Hat Creek Rim rises more than 900 feet above the valley floor. (The rim is on an active fault line and over the last 1,000,000 years has shifted up from the valley. Its geological shift continues.) And being west facing, the rim’s northern band of trees offers no shade to northbound hikers that reach this stretch of trail in late afternoon sun. Hence, we had created an advantage for ourselves with our early morning start and our southbound direction: we’d ascended the rim in cool temps and walked in the shade of gray pines and Ponderosas.
By 11 am, with the sun high in the sky, our shaded walk had diminished and the air had warmed. We’d hiked about 13 miles by then and came to Road 22 with a delightful Cache 22 (NB: Catch 22 is such a good book I must put it on my list of books to reread). An oasis of trail angel kindness: we sat in white plastic lawn chairs tucked into a pocket of rare shade and read the trail register for a few minutes before hiking on. Having started with about 6 liters of water each, we weren’t in need of extra water. All the same, thank you Mt.

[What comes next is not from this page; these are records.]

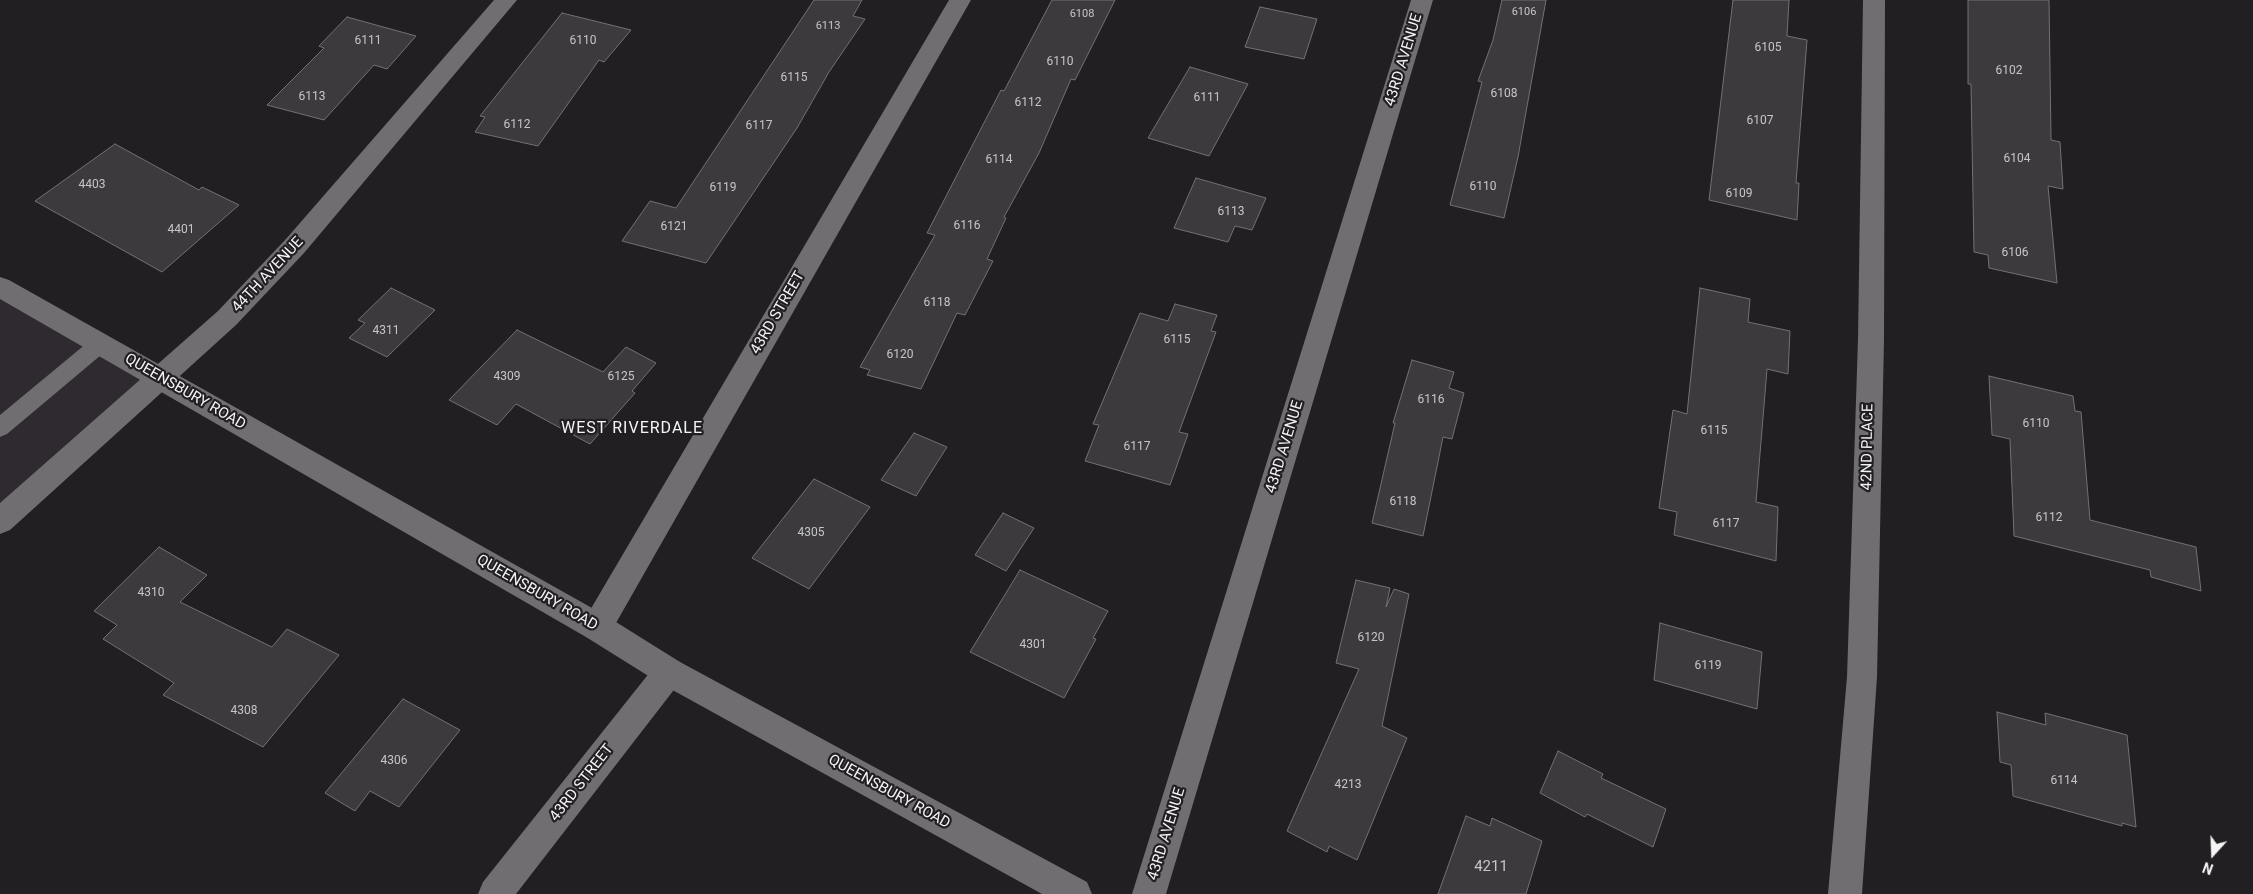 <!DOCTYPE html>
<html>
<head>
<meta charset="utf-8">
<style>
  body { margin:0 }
  #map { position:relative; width:2253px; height:894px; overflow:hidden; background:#211f22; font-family:Roboto,sans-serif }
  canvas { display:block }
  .north { position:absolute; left:2188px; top:829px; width:50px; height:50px; -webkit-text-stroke:4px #211f22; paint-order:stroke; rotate:200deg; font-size:14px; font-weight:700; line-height:20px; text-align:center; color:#f5f4f5 }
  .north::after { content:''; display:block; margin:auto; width:18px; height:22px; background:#f5f4f5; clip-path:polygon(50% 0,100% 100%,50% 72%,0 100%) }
</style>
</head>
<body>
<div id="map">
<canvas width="2253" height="894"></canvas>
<div class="north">N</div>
</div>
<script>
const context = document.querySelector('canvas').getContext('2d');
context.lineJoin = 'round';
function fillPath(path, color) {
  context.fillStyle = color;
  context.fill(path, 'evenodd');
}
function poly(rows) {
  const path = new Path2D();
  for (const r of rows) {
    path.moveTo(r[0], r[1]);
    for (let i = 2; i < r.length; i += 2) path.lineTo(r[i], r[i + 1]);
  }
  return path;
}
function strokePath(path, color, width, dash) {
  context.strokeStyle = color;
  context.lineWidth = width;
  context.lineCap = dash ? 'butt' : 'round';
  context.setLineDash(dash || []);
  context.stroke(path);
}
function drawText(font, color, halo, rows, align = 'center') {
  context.font = font + ' Roboto,sans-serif';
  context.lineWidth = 4.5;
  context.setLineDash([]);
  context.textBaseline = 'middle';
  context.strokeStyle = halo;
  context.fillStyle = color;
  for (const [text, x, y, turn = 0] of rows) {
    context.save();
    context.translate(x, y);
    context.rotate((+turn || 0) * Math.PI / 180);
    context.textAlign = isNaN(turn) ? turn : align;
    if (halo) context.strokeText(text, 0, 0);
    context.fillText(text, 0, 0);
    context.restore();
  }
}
fillPath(poly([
  [0,287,160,377,0,521]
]), '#2f2930');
const building = poly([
  [814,0,862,0,853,16,865,19,829,72,797,128,706,263,622,241,650,201,676,208,814,0],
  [1052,0,1115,0,1075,80,1071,79,1039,153,1004,217,1006,218,987,259,993,261,965,315,957,313,921,389,867,375,870,370,860,367,935,235,927,233,1001,90,1004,91,1052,0],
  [1502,0,1546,0,1518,157,1504,218,1450,205,1482,82,1478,81,1493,40,1502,0],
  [1733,0,1789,0,1787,36,1807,40,1796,183,1799,183,1797,220,1709,200,1733,0],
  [1968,0,2049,0,2051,140,2060,142,2063,189,2048,186,2057,283,1989,268,1988,255,1974,252,1971,84,1968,84,1968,0],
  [1260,7,1317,19,1304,59,1245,47,1260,7],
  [562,13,631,30,604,62,599,60,538,146,475,132,485,117,480,116,562,13],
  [347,17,416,36,387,69,374,65,324,120,267,105,324,48,319,46,347,17],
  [1190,67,1248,84,1209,156,1148,138,1190,67],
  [115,144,199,190,202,187,239,205,162,272,35,201,115,144],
  [1196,178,1266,198,1252,230,1235,226,1228,242,1174,228,1196,178],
  [391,288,435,310,387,357,349,338,365,323,358,320,391,288],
  [1700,288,1750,299,1748,322,1790,331,1788,374,1767,369,1756,502,1778,507,1776,561,1674,535,1677,512,1659,508,1673,410,1687,414,1700,288],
  [1175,304,1217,315,1211,331,1216,332,1179,432,1188,434,1170,485,1085,461,1099,425,1093,424,1140,313,1168,321,1175,304],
  [517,330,603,372,626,347,656,363,632,391,635,393,590,444,516,404,497,425,449,400,517,330],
  [1412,360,1454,372,1449,388,1464,393,1452,439,1443,437,1423,536,1372,523,1395,423,1393,423,1412,360],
  [1989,376,2073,396,2075,411,2081,412,2090,520,2196,547,2201,591,2151,577,2150,570,2014,536,2010,439,1992,435,1989,376],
  [914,433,947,447,916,496,881,480,914,433],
  [814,479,870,507,809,589,752,558,814,479],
  [1003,513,1034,528,1006,571,975,555,1003,513],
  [159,547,207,575,180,602,272,647,287,629,339,655,263,747,163,695,174,683,103,639,117,625,94,611,159,547],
  [1020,570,1108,611,1093,638,1096,639,1064,698,970,652,1020,570],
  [1356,580,1390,588,1386,607,1394,589,1409,594,1382,726,1407,738,1357,860,1329,846,1327,852,1287,831,1359,669,1336,663,1356,580],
  [1660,623,1762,652,1757,709,1654,680,1660,623],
  [403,699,460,730,399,807,370,791,355,811,325,793,403,699],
  [1997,712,2046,725,2045,713,2127,735,2136,827,2122,823,2122,826,2013,796,2011,765,2000,762,1997,712],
  [1558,751,1603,774,1601,778,1666,809,1653,847,1587,814,1585,817,1540,793,1558,751],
  [1466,816,1490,826,1492,818,1542,841,1526,894,1438,894,1466,816]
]);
fillPath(building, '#3c3a3d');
strokePath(building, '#737174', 1);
fillPath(poly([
  [100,336,107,338,110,344,107,350,7,434,0,437,0,415,93,338,100,336]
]), '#706e71');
fillPath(poly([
  [494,0,517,0,304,253,236,325,10,530,0,534,0,503,218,311,286,239,494,0],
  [949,0,971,0,608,637,597,641,586,637,582,627,586,617,949,0],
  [1411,0,1433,0,1166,894,1132,894,1411,0],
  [1863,0,1885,0,1884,339,1877,677,1862,894,1828,894,1847,677,1858,339,1863,0],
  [669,658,680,662,684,672,680,682,516,894,478,894,483,882,658,662,669,658]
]), '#706e71');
fillPath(poly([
  [0,277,9,280,608,617,680,662,1087,882,1092,894,1042,894,658,682,586,637,0,299,0,277]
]), '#706e71');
drawText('11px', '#c7c6c7', null, [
  ["6106",1524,12],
  ["6108",1082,14],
  ["6113",828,26]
]);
drawText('12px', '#c7c6c7', null, [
  ["6111",368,41],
  ["6110",583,41],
  ["6105",1768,48],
  ["6110",1060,62],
  ["6102",2009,71],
  ["6115",794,78],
  ["6108",1504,94],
  ["6113",312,97],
  ["6111",1207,98],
  ["6112",1028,103],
  ["6107",1760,121],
  ["6112",517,125],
  ["6117",759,126],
  ["6104",2017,159],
  ["6114",999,160],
  ["4403",92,185],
  ["6110",1483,187],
  ["6119",723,188],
  ["6109",1739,194],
  ["6113",1231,212],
  ["6116",967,226],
  ["6121",674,227],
  ["4401",181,230],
  ["6106",2015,253],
  ["6118",937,303],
  ["4311",386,331],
  ["6115",1177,340],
  ["6120",900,355],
  ["4309",507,377],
  ["6125",621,377],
  ["6116",1431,400],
  ["6110",2036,424],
  ["6115",1714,431],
  ["6117",1137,447],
  ["6118",1403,502],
  ["6112",2049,518],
  ["6117",1726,524],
  ["4305",811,533],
  ["4310",151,593],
  ["6120",1371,638],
  ["4301",1033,645],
  ["6119",1708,666],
  ["4308",244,711],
  ["4306",394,761],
  ["6114",2064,781],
  ["4213",1348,785]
]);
drawText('15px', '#f5f4f5', '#211f22', [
  ["43RD AVENUE",1404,60,-73],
  ["44TH AVENUE",268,275,-47],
  ["43RD STREET",778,313,-60],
  ["QUEENSBURY ROAD",185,392,30],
  ["43RD AVENUE",1285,447,-73],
  ["42ND PLACE",1868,447,-89],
  ["QUEENSBURY ROAD",537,593,30],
  ["43RD STREET",582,783,-52],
  ["QUEENSBURY ROAD",889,792,29],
  ["43RD AVENUE",1167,834,-73]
]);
drawText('15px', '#c7c6c7', null, [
  ["4211",1491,867]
]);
context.letterSpacing = '1px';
drawText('16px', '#f5f4f5', '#211f22', [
  ["WEST RIVERDALE",632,429]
]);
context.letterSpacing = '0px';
</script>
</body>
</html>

Stan for your trail angeling!
We had miles more to go, walking through dried out wildflowers, volcanic ankle rollers (big cobbles on the trail), and intensely burned relics of forests. By noon we were beyond the halfway point of the day and appreciating the shade of a lone, lovely oak tree next to the former Hat Creek Rim fire lookout. This was very motivating to know we were making good progress to our 30-mile day!
The last 14 miles were not as fast as the first 16, but by 6:30 pm we’d made it to the Subway Cave and nearly the end of our walking for the day. We took a break in the parking lot/day use area to drink some Emergen-C and eat some coconut-cocoa butter (we’ll stick with Nutella, thanks!).
Then we grabbed our headlamps and jackets to walk through the cave! Subway Cave is a lava tube about 1,300 feet in length. For most of its length the tube is solid darkness and cool in temperature (45 degrees-ish), the air feels still and the silence is noted. This was a big change from the bright sunshine and 80-degree temps we had on the rim, with its breeze, bird song and crickets. Emerging from the cave, Gabriel tested out the acoustics with some harmonica playing. Thanks Sourdough for insisting that we take a few minutes to tour these cool caves.
We walked another few tenths of a mile to get to a nearby campground and this put us officially over 30 miles for the day! Our longest day on the trail so far. We saw car campers with their grills and delicious food as we walked to our campsite. We hoped they’d recognize us as thru-hikers and offer us food. But no luck for those who passively yogi. We got to our camp and had a celebratory “dinner” of instant mashed potatoes. Not a victory feast, but enough to hold us over until we make it to JJ’s Cafe in Old Station in the morning.